|
楼主 |
发表于 2009-6-18 09:02:44
|
显示全部楼层
17 Jun 2009 20:16:11 UTC
I've been busy. Almost too much to write about, none of it all that interesting in the grand scheme of things, so I'll just stick to recent stuff.
Our main problem lately has been the mysql database. Given the increased number of users, and the lack of astropulse work (which tends to "slow things down"), the result table in the mysql database is under constant heavy attack. Over the course of a week this table gets severely fragmented, thus resulting in more disk i/o to do the same selects/updates. This has always been a problem, which is why we "compress" the database every tuesday. However, the increased use means a larger, more fragmented table, and it doesn't fit so easily into memory.
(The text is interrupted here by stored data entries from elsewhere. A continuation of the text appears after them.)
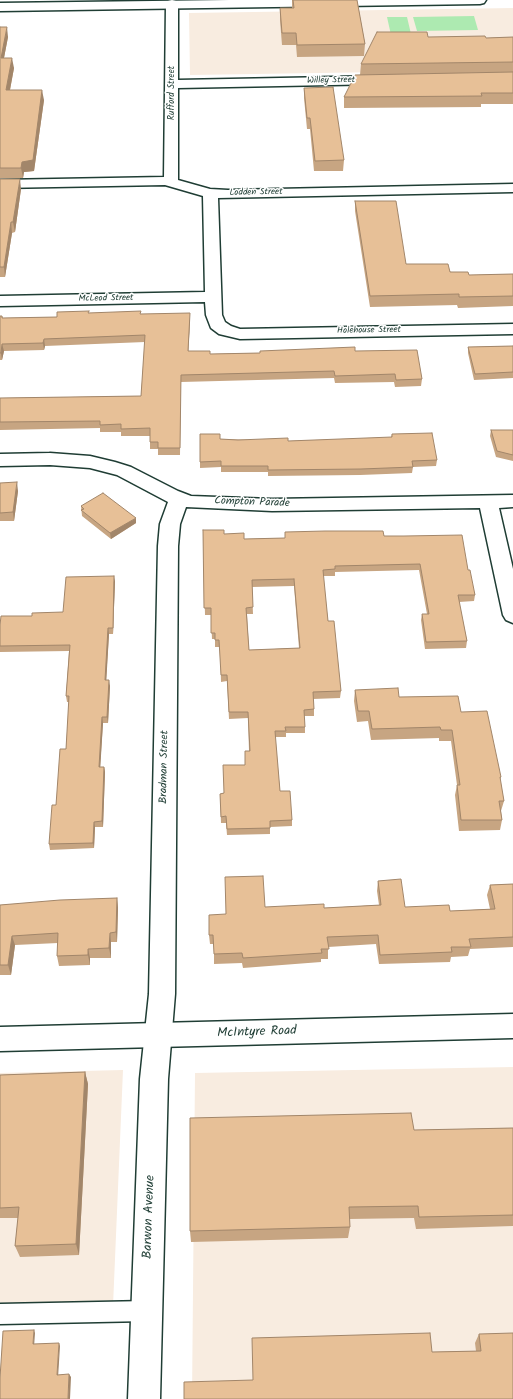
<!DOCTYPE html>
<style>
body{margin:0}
canvas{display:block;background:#fff}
</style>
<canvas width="513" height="1399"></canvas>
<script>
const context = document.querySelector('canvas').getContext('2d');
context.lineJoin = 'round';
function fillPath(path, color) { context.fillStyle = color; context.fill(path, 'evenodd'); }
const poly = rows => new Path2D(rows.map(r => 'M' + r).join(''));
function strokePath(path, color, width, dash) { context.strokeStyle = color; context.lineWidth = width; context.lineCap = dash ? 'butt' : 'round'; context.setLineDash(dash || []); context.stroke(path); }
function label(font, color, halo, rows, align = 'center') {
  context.font = font + ' Kalam,sans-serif'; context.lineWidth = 3; context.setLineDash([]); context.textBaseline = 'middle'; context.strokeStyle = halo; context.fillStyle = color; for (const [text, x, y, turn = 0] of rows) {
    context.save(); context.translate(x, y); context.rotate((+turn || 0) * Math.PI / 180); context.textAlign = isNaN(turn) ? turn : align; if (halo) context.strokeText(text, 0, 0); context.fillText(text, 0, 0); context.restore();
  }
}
fillPath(poly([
 [513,8,513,70,190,75,189,13],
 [513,1067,513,1399,192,1399,195,1073],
 [123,1070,113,1306,0,1308,0,1073]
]), '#f8ece0');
fillPath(poly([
 [474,16,478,30,417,31,413,17],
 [387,17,407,17,411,34,391,35]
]), '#adeab1');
const lane = poly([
 [147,1301,154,1304,157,1311,154,1318,147,1321,0,1324,0,1304,147,1301]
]);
const street = poly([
 [172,0,176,1,178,4,178,80,383,76,388,77,390,80,388,83,383,84,178,88,178,180,210,189,228,190,513,184,513,192,218,198,222,315,225,322,231,326,240,329,513,324,513,334,240,339,219,334,211,328,206,315,205,302,0,306,0,296,205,292,203,196,165,185,0,188,0,180,164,177,166,4,168,1,172,0],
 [50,453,90,456,115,462,131,467,178,491,191,496,272,499,513,495,513,507,499,508,513,569,513,623,506,620,503,615,480,508,272,511,186,507,180,524,178,546,175,994,168,1079,160,1399,128,1399,140,1079,149,994,158,546,160,524,168,502,117,475,90,468,50,465,0,466,0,454,50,453]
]);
const secondary = poly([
 [229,0,486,0,484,3,480,4,0,11,0,3,229,0]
]);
const primary = poly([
 [513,1014,513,1038,0,1051,0,1027,513,1014]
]);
strokePath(lane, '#1f3d34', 3);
strokePath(street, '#1f3d34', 3);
strokePath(secondary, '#1f3d34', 3);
strokePath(primary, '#1f3d34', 3);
fillPath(lane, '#fff');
fillPath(street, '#fff');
fillPath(secondary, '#fff');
fillPath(primary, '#fff');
fillPath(poly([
 [292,0,357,0,365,44,364,56,297,57,296,45,282,45,280,20,280,8,292,8],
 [0,27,8,37,4,58,14,68,10,90,44,100,34,171,24,172,23,178,0,178],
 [428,37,486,38,513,37,513,104,481,104,481,107,344,108,344,97,360,75,361,64],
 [304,88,344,160,343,171,314,171,310,129,307,129,304,98],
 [0,179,21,189,15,232,12,233,5,277,0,277],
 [355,201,406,264,469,275,513,274,513,306,458,308,457,305,370,307,355,211],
 [89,313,141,314,190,320,188,351,210,354,355,351,422,379,421,386,395,387,394,382,335,383,334,378,181,382,180,455,158,455,158,449,150,449,150,436,121,436,121,432,100,432,100,428,0,430,0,398,141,396,145,342,45,346,44,350,4,351,2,360,0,360,0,316,2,316,3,318,57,317],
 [513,346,513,378,474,380,468,353,468,347],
 [491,430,513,430,513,461,496,457,490,436],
 [200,434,220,439,288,441,391,438,392,434,437,460,436,466,413,467,412,473,360,475,268,476,268,472,221,472,221,467,200,468],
 [0,483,18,491,14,521,0,521],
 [81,506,136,523,111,539,82,516],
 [203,530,224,534,244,539,285,538,285,532,384,536,468,570,475,595,474,601,459,602,467,641,466,648,425,649,421,620,422,614,427,614,419,570,335,572,335,576,323,576,328,621,341,691,340,698,313,699,314,709,314,716,304,716,305,727,305,733,286,733,286,737,275,737,280,791,292,820,292,826,270,827,270,834,227,835,226,823,221,823,220,794,224,793,245,765,249,751,248,718,229,719,227,681,221,682,220,647,215,647,215,639,212,639,211,615,205,615],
 [294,586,299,648,249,650,247,614,253,614,252,587],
 [115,581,113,634,109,634,106,680,110,686,108,723,103,723,100,767,104,767,105,772,103,827,95,827,94,848,50,850,49,844,66,749,69,702,67,702,66,696,69,651,0,652,0,625,32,616,63,612],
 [355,690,399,697,461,712,501,777,500,780,504,801,501,811,502,820,500,830,459,831,455,795,457,785,451,741,439,741,439,738,371,740,368,721,357,722,354,701],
 [378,881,405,907,450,911,490,909,487,895,490,885,513,884,513,947,470,949,468,956,451,957,450,962,379,964,376,944,328,947,328,959,321,959,321,962,243,968,242,963,214,964,214,944,210,944,209,935,226,914,265,907,324,908,379,905,377,891],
 [117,898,118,908,117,942,111,942,111,958,90,958,90,965,59,966,57,956,58,943,15,945,11,975,0,975,0,905],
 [85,1072,88,1084,79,1255,20,1257,15,1246,18,1218,0,1218,0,1075],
 [513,1128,513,1226,416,1229,414,1218,349,1219,350,1227,348,1238,191,1242,190,1231,414,1130],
 [479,1334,513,1399,253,1380,432,1352,476,1351,475,1343]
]), '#c7a582');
fillPath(poly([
 [7,27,8,37,2,68,1,58],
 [12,58,14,68,8,100,6,90],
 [42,90,44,100,34,171,24,172,23,178,21,168,22,162],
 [20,179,21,189,15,232,13,222],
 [11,222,12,233,5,277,4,267],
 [190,313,190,320,188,358,188,351],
 [44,339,45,346,44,350,43,343],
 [2,344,4,351,2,360,1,353],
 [17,482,18,491,14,521,13,512],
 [136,518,136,523,111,539,110,533],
 [114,576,115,581,113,634,113,628],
 [108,628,109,634,106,686,105,680],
 [109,680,110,686,108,723,107,717],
 [102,717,103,723,100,772,99,767],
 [104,767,105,772,103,827,102,821],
 [94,822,95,827,94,848,93,843],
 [117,898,118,908,117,942,116,932],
 [110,933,111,942,111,958,109,948],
 [12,936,15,945,11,975,8,965],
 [88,949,90,958,90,965,88,955],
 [85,1072,88,1084,79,1255,76,1244],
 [34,1330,35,1333,34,1347,33,1344],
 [59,1343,60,1346,58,1378,57,1375],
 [69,1374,71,1377,70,1399,68,1399]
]), '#a2866a');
const building = poly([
 [293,0,357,0,365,44,297,45,296,33,282,33,280,8,294,8,293,0],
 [0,27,7,27,1,58,12,58,6,90,42,90,33,160,22,162,21,168,0,168,0,27],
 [377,32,427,32,428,37,485,36,486,38,513,37,513,62,361,64,377,32],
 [513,72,513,93,481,93,482,96,344,97,355,75,513,72],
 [333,87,344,160,315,161,310,118,307,118,304,88,333,87],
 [0,179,20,179,13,222,11,222,4,267,0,267,0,179],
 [355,201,396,201,406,264,448,264,450,272,468,272,469,275,513,274,513,296,459,297,459,294,370,296,355,201],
 [89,311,88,313,141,311,140,314,190,313,188,351,210,351,210,354,260,353,260,351,355,347,355,351,417,350,422,379,396,380,395,374,335,376,334,371,181,375,180,448,158,448,158,442,150,442,150,428,121,429,121,424,100,425,100,421,0,422,0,398,141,396,145,335,44,339,43,343,2,344,1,353,0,353,0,316,2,316,2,318,57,317,57,312,89,311],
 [513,346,513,372,475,374,468,347,513,346],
 [491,430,513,430,513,455,497,451,491,430],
 [432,433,437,460,412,461,413,467,361,469,268,470,268,466,221,466,221,461,200,462,200,434,220,434,220,439,238,440,288,438,288,441,392,437,392,434,432,433],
 [17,482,13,512,0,513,0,483,17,482],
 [103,493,136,518,110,533,81,510,84,509,81,506,103,493],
 [203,530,224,530,224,534,244,533,244,539,285,538,285,532,325,531,383,531,384,536,404,536,462,535,468,570,470,570,475,595,458,595,467,641,426,642,422,614,429,614,420,564,335,566,335,569,323,570,328,621,334,621,341,691,313,692,314,709,304,710,305,727,285,727,286,731,275,731,280,791,290,791,292,820,270,821,270,828,227,829,226,816,221,817,220,794,224,793,223,765,245,765,245,751,250,751,248,712,229,712,227,675,221,675,219,640,215,640,215,633,211,633,211,608,204,608,203,530],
 [294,579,300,648,249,650,246,608,253,607,252,580,294,579],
 [114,576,113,628,108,628,105,680,109,680,107,717,102,717,99,767,104,767,102,821,94,822,93,843,49,844,52,805,56,805,60,749,66,749,69,696,66,696,70,645,0,646,0,625,1,616,32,616,32,613,63,612,66,577,114,576],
 [398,688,399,697,458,696,461,712,487,711,501,777,500,777,504,801,499,801,502,820,461,820,457,785,460,785,452,730,441,730,440,727,372,729,369,711,358,711,355,690,398,688],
 [263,876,265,907,324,904,324,908,381,905,378,881,401,879,405,907,449,905,450,911,495,909,490,885,513,884,513,937,469,939,471,947,451,947,452,952,380,955,378,935,327,937,329,949,321,949,322,953,243,958,242,953,214,954,213,935,209,935,209,915,226,914,225,877,263,876],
 [117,898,116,932,110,933,109,948,88,949,88,955,57,956,58,933,12,936,8,965,0,965,0,905,60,900,117,898],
 [85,1072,76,1244,15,1246,19,1207,0,1208,0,1075,85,1072],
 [411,1113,414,1130,513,1128,513,1215,419,1217,418,1206,349,1207,350,1227,190,1231,190,1118,411,1113],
 [34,1330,33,1344,59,1343,57,1375,69,1374,68,1399,0,1399,0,1378,3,1331,34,1330],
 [430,1333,432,1352,481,1351,479,1334,513,1333,513,1399,184,1399,184,1382,253,1380,252,1338,430,1333]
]);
fillPath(building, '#e7c097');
strokePath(building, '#a2866a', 1);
label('9px', '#1f3d34', '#fff', [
 ["Willey Street",331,81,-1],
 ["Rufford Street",172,93,-90],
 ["Lodden Street",256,193,-1],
 ["McLeod Street",106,299,-1],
 ["Holehouse Street",369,331,-1]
]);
label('11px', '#1f3d34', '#fff', [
 ["Compton Parade",252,503,2],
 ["Bradman Street",165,767,-89]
]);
label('13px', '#1f3d34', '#fff', [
 ["McIntyre Road",257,1033,-2],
 ["Barwon Avenue",150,1217,-88]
]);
</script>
This is really a problem when the splitter comes along every ten minutes and checks to see if there's enough work available to send out (thus asking the question: should I bother generating more work). This is a simple count on the result table, but if we're in a "bad state" this count which normally takes a second could take literally hours, and stall all other queries, like the feeder, and therefore nobody can get any work. There are up to six splitters running at any given time, so multiple this problem by six.
We came up with several obvious solutions to this problem, all of which had non-obvious opposite results. Finally we had another thing to try, which was to make a tiny database table which contains these counts, and have a separate program that runs every so often do these counts and populate the proper table. This way instead of six splitters doing a count query every ten minutes, one program does a single count query every hour (and against the replica database). We made the necessary changes and fired it off yesterday after the outage.
Of course it took forever to recover from the outage. When I checked in again at midnight last night I found the splitters finally got the call to generate more work.. and were failing on science database inserts. I figured this was some kind of compile problem, so I fell back to the previous splitter version... but that one was failing reading the raw data files! Then I realized we were in a spate of raw data files that were deemed "questionable" so this wasn't a surprise. I let it go as it was late.
As expected, nature took its course and a couple hours later the splitter finally found files it could read and got to work. That is, until our main /home account server crashed! When that happens, it kills *everything*.
Jeff got in early and was already recovering that system before I noticed. He pretty much had it booted up just when I arrived. However, all the systems were hanging on various other systems due to our web of cross-automounts. I had to reboot 5 or 6 of them and do all the cleanup following that. In one lucky case I was able to clean up the automounter maps without having to reboot.
So we're recovering from all that now. Hopefully we can figure out the new splitter problems and get that working as well or else we'll start hitting those bad mysql periods really soon.
- Matt |
|